BERLIN: La police allemande a annoncé mercredi l'ouverture d'une enquête antiterroriste après un attentat mardi contre un poste électrique près d'une centrale thermique à Jänschwalde (est), qui a endommagé plusieurs lignes électriques et provoqué une brève interruption de l'alimentation.

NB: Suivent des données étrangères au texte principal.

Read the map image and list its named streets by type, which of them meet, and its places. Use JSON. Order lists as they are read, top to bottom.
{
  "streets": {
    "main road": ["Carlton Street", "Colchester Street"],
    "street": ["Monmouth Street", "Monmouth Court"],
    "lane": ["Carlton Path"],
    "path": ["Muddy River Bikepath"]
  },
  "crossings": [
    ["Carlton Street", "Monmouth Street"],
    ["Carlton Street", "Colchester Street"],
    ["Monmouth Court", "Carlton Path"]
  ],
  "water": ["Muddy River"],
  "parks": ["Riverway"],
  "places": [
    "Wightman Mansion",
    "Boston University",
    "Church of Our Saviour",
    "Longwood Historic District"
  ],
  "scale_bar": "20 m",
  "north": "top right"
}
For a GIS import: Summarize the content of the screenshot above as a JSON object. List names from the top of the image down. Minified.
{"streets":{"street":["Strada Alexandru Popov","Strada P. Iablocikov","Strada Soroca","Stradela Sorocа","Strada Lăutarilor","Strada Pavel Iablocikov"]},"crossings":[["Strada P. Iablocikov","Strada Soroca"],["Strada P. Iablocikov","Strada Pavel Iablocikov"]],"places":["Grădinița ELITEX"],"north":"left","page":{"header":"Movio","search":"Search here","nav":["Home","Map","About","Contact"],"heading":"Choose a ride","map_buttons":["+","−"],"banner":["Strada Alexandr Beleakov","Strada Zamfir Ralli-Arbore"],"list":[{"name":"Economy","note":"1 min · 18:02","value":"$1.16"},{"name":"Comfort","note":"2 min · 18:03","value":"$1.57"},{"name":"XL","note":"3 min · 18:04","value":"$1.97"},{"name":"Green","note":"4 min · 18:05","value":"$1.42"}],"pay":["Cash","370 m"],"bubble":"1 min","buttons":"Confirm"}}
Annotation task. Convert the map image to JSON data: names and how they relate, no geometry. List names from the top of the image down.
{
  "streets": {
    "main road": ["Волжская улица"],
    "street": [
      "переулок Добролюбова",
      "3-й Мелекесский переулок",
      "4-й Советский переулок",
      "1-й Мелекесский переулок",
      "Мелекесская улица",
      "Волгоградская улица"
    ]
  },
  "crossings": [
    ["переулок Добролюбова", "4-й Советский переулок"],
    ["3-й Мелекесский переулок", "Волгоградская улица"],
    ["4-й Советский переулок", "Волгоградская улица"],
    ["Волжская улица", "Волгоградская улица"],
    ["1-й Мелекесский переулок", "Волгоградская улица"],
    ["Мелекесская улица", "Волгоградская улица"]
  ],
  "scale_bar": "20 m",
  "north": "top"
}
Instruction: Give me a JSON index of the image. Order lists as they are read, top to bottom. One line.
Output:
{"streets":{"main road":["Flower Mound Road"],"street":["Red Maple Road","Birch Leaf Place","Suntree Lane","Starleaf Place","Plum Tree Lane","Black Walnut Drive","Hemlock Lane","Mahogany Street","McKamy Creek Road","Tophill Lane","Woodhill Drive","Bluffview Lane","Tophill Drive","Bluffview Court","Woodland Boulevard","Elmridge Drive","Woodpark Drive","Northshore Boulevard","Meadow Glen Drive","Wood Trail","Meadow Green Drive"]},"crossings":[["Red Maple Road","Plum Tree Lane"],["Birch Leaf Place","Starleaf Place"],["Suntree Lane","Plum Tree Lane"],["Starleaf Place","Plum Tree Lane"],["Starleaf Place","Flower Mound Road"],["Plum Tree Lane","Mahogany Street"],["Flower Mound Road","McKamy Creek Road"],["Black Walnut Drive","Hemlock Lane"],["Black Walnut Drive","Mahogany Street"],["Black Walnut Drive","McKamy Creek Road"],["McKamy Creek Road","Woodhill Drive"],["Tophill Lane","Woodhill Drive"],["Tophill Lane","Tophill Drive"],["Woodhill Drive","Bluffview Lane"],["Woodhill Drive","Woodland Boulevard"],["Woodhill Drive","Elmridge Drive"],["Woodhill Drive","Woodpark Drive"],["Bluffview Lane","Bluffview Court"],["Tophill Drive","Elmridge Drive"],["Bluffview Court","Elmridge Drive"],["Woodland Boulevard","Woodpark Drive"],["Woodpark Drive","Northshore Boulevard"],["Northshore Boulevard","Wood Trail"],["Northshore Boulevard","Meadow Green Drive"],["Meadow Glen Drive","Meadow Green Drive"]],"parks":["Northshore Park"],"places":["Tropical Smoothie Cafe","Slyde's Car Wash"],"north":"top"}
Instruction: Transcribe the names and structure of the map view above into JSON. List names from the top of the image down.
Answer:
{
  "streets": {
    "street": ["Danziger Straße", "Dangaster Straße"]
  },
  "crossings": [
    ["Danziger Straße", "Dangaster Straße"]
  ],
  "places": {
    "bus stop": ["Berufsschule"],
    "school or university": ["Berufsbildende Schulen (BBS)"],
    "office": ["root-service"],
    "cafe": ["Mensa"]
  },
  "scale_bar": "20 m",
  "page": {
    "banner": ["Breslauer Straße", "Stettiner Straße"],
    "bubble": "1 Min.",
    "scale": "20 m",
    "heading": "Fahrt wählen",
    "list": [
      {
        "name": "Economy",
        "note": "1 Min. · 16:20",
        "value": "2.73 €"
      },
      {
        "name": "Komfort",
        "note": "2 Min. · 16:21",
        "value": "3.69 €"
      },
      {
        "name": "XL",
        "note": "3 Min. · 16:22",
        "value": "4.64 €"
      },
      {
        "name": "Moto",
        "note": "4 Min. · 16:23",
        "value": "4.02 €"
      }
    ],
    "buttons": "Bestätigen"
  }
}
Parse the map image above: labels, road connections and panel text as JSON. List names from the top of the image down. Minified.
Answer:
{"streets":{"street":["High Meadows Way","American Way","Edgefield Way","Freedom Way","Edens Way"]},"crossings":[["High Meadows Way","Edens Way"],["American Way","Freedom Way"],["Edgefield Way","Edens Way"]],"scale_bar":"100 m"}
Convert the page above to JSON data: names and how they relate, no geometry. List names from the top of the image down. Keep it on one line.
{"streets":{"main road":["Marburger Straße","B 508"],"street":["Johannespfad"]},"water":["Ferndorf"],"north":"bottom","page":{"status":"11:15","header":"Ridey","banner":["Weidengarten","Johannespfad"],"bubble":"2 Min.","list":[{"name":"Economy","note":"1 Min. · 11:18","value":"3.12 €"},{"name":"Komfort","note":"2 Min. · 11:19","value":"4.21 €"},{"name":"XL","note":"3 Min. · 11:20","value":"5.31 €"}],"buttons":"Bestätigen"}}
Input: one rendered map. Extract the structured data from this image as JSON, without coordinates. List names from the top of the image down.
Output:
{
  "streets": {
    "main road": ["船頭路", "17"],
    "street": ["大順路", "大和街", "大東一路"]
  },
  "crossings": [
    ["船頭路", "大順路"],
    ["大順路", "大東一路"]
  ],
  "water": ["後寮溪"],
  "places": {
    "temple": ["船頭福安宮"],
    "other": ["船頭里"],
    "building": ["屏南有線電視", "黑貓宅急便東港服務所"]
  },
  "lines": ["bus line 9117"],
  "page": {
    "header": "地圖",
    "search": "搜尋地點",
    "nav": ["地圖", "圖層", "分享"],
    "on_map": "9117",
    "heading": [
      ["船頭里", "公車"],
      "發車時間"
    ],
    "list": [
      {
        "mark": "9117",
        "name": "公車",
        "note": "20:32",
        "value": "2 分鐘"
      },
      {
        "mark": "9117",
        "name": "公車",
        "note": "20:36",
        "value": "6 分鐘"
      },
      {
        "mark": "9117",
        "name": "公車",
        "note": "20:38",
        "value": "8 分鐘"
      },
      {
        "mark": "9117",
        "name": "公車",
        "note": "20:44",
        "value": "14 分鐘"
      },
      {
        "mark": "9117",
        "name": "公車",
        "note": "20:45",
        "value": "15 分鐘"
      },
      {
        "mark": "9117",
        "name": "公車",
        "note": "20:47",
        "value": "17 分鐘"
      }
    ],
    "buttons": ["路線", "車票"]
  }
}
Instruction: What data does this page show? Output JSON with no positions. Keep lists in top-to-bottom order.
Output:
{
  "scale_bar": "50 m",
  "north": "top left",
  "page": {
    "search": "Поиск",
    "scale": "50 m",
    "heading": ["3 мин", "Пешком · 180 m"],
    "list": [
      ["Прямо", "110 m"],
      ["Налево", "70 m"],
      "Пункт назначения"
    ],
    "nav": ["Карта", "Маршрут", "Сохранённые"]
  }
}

"Outre les soupçons de perturbation de services publics, de déclenchement d'une explosion à l'aide d'explosifs et de destruction d'équipements de travail essentiels, une enquête pour formation d'une organisation terroriste a également été ouverte", a indiqué la préfecture de police du Land de Brandebourg à Potsdam.

Par ailleurs, après une panne mardi soir d'un poste électrique de l'opérateur Amprion à Bergheim, dans l'ouest du pays, les autorités allemandes ont indiqué soupçonner "un acte de sabotage".

Lors d'une conférence de presse donnée mercredi à Düsseldorf (ouest), le ministre de l'Intérieur de l'Etat régional de Rhénanie du Nord-Westphalie, Herbert Reul, a déclaré qu'il existait "un soupçon initial de sabotage dirigé contre l'ordre constitutionnel".

Les enquêteurs étudient deux pistes possibles: "un sabotage téléguidé par un Etat étranger" et un acte "d'extrémiste de gauche", a ajouté M. Reul.